* _Records to use_
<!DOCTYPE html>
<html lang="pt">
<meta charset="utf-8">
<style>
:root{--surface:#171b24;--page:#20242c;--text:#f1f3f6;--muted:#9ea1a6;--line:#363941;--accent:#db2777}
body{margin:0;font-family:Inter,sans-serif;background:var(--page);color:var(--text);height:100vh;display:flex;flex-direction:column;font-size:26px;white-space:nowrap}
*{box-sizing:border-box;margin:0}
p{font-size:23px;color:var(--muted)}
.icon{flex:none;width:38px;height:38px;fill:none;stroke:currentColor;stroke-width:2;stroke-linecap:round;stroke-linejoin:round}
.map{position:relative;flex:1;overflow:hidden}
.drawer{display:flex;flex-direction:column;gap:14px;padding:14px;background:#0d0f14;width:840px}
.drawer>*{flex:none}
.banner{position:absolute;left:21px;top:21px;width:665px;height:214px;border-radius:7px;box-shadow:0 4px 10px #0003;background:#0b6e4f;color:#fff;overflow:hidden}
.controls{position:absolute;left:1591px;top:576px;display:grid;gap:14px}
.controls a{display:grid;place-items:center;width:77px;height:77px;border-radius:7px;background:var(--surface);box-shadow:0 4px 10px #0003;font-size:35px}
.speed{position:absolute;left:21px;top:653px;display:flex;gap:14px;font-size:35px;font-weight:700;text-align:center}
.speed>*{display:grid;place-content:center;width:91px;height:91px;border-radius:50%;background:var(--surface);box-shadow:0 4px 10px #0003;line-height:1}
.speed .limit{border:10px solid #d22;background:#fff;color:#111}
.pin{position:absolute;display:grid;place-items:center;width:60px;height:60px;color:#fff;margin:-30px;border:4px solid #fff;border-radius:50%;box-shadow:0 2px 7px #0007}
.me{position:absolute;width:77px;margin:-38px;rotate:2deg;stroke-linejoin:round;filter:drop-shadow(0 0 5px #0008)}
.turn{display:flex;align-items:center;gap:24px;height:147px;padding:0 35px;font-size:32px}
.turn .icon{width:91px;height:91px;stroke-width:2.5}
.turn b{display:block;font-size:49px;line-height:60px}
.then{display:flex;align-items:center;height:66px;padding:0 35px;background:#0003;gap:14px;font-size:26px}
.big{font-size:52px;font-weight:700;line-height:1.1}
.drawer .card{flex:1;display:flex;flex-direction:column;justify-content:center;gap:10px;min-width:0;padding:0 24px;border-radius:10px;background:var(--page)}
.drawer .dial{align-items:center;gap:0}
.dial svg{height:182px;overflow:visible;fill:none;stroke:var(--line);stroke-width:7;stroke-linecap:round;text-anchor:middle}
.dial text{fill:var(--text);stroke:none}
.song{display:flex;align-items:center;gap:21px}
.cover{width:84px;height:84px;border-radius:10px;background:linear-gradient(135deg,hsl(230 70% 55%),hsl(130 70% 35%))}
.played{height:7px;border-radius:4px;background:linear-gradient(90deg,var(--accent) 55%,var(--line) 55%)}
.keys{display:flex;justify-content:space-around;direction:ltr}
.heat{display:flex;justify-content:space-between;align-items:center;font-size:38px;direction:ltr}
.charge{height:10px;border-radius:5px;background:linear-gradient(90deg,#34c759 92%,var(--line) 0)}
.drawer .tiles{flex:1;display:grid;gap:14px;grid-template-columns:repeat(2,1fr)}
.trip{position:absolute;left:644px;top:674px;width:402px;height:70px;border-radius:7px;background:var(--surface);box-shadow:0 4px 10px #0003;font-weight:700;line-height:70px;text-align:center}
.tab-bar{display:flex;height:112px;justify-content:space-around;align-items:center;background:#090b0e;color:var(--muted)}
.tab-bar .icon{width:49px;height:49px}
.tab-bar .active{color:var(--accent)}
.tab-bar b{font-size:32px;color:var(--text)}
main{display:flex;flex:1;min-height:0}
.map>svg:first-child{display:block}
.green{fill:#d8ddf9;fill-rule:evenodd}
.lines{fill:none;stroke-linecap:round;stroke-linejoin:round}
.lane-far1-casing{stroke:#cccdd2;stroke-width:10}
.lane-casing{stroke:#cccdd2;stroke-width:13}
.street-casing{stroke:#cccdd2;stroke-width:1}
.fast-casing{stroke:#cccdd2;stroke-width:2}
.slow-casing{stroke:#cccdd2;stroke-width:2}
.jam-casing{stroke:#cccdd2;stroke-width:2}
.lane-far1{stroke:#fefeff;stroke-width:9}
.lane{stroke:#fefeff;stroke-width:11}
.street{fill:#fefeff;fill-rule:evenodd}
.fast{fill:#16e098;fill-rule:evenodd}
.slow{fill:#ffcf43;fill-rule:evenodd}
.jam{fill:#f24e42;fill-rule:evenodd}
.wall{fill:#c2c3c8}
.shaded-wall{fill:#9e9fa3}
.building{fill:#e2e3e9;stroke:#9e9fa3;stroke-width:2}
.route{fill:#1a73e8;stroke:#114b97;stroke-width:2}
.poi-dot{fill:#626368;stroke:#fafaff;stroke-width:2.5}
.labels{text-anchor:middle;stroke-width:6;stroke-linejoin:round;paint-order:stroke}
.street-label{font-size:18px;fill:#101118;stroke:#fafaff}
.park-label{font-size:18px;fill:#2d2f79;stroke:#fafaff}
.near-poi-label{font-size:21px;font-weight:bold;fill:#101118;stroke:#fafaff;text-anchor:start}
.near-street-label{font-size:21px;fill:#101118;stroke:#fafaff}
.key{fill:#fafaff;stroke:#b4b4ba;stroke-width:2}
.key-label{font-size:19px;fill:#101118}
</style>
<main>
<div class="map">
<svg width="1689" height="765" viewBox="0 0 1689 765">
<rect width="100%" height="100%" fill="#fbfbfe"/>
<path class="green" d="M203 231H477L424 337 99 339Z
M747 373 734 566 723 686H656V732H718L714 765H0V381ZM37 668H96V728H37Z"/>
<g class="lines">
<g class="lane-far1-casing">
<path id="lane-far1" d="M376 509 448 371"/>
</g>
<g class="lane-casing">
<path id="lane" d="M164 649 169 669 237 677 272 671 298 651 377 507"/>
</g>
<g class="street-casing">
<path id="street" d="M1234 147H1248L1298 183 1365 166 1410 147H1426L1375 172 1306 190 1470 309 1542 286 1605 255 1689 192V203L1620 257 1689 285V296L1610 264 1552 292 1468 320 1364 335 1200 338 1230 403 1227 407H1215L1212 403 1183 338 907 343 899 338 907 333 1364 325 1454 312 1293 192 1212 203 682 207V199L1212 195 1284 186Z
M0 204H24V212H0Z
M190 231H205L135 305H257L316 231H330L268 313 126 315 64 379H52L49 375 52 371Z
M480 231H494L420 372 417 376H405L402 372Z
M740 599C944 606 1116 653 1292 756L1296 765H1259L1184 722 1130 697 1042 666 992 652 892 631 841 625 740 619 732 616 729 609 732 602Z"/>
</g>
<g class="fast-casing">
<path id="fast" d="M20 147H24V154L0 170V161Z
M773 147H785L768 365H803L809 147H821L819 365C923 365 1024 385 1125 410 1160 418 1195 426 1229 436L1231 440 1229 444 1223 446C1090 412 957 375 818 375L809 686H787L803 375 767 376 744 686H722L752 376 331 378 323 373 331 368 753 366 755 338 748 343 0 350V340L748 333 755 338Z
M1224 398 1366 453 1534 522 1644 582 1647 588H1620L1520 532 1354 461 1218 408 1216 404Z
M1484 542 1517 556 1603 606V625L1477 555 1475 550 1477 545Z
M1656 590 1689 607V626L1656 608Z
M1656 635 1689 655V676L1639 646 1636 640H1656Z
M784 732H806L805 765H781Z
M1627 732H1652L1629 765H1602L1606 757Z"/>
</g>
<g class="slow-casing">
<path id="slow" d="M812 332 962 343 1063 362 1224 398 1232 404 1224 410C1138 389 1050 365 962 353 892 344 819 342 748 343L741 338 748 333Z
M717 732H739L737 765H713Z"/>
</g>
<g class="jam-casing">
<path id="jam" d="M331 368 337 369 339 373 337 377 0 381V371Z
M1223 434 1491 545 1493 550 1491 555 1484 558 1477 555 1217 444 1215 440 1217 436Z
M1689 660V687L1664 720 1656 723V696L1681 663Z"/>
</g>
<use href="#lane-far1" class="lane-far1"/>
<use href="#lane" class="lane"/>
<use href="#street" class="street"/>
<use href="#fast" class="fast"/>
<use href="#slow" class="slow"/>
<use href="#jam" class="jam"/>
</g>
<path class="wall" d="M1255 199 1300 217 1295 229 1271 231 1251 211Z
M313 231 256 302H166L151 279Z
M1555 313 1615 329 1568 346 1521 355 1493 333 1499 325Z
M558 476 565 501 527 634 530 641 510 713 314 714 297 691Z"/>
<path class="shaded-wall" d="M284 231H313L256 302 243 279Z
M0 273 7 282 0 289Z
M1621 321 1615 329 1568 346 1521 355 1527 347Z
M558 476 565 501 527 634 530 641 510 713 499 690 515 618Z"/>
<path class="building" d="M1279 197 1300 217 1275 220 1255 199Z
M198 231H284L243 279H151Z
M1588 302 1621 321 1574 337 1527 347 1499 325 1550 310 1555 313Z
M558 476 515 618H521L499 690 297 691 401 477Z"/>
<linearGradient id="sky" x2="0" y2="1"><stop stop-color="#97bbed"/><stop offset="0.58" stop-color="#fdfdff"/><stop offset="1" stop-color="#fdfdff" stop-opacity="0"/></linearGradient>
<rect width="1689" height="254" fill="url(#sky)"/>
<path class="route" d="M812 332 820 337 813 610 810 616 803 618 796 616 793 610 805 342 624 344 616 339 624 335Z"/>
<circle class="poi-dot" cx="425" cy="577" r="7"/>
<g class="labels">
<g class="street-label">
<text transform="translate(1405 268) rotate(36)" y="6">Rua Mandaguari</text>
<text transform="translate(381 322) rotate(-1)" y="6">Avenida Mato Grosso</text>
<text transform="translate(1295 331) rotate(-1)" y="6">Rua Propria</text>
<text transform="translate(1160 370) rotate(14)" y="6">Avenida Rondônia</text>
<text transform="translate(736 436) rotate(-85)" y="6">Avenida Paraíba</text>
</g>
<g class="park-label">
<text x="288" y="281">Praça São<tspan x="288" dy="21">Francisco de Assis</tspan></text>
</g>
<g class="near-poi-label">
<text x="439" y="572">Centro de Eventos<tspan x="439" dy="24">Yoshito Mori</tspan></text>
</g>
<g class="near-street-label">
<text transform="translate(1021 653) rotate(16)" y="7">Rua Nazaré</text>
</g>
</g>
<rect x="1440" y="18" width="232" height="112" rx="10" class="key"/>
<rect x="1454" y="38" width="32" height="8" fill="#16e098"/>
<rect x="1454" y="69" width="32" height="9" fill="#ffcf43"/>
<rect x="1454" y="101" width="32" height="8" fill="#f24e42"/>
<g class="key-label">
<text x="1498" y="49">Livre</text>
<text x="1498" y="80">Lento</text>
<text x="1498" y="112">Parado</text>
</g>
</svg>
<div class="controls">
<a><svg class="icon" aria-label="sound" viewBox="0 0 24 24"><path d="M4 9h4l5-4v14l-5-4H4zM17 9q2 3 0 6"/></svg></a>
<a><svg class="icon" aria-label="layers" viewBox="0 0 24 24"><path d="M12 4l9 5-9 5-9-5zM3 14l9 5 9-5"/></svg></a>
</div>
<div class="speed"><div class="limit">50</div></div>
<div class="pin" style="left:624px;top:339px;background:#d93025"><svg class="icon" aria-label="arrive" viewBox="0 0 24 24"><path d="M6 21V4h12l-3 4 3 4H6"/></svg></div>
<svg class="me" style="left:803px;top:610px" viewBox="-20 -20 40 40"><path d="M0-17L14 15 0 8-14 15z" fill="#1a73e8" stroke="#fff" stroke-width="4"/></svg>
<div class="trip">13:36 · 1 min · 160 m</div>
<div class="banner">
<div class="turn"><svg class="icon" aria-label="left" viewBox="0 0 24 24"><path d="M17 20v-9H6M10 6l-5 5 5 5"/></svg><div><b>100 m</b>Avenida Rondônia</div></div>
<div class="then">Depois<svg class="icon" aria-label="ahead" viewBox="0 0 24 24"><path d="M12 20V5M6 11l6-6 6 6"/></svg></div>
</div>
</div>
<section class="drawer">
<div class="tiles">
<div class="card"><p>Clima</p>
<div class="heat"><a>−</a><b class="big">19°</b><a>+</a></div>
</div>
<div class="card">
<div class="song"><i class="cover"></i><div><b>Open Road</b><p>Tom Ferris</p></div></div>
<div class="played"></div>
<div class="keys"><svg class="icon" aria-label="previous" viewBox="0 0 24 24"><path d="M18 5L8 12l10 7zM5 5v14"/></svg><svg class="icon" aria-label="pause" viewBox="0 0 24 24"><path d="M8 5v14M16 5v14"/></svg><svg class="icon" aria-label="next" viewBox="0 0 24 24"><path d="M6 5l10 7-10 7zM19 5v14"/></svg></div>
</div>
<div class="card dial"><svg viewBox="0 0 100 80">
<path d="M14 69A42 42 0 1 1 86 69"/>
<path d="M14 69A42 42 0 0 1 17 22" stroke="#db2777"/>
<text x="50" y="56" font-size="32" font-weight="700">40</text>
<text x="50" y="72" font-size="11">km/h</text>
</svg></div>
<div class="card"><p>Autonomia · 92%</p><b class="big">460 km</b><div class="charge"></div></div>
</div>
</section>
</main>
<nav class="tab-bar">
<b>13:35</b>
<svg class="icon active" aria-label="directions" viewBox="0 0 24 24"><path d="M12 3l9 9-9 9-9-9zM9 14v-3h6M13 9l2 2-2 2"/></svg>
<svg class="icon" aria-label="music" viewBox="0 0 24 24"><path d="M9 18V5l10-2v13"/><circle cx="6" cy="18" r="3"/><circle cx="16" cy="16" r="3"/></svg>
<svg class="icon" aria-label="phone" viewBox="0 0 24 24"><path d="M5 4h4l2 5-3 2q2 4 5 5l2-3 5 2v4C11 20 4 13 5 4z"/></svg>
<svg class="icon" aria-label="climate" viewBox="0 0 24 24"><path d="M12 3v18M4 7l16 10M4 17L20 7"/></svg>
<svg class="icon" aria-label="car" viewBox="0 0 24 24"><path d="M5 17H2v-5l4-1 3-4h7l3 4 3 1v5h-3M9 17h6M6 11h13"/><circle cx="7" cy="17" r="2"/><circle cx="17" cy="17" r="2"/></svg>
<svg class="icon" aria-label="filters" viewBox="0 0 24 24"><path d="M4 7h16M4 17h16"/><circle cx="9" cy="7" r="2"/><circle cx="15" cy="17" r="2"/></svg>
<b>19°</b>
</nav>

* _Exercise brief_
Filter the records above down to the lines that hold the string "none".

* _Answer section_
.icon{flex:none;width:38px;height:38px;fill:none;stroke:currentColor;stroke-width:2;stroke-linecap:round;stroke-linejoin:round}
.drawer>*{flex:none}
.dial svg{height:182px;overflow:visible;fill:none;stroke:var(--line);stroke-width:7;stroke-linecap:round;text-anchor:middle}
.dial text{fill:var(--text);stroke:none}
.lines{fill:none;stroke-linecap:round;stroke-linejoin:round}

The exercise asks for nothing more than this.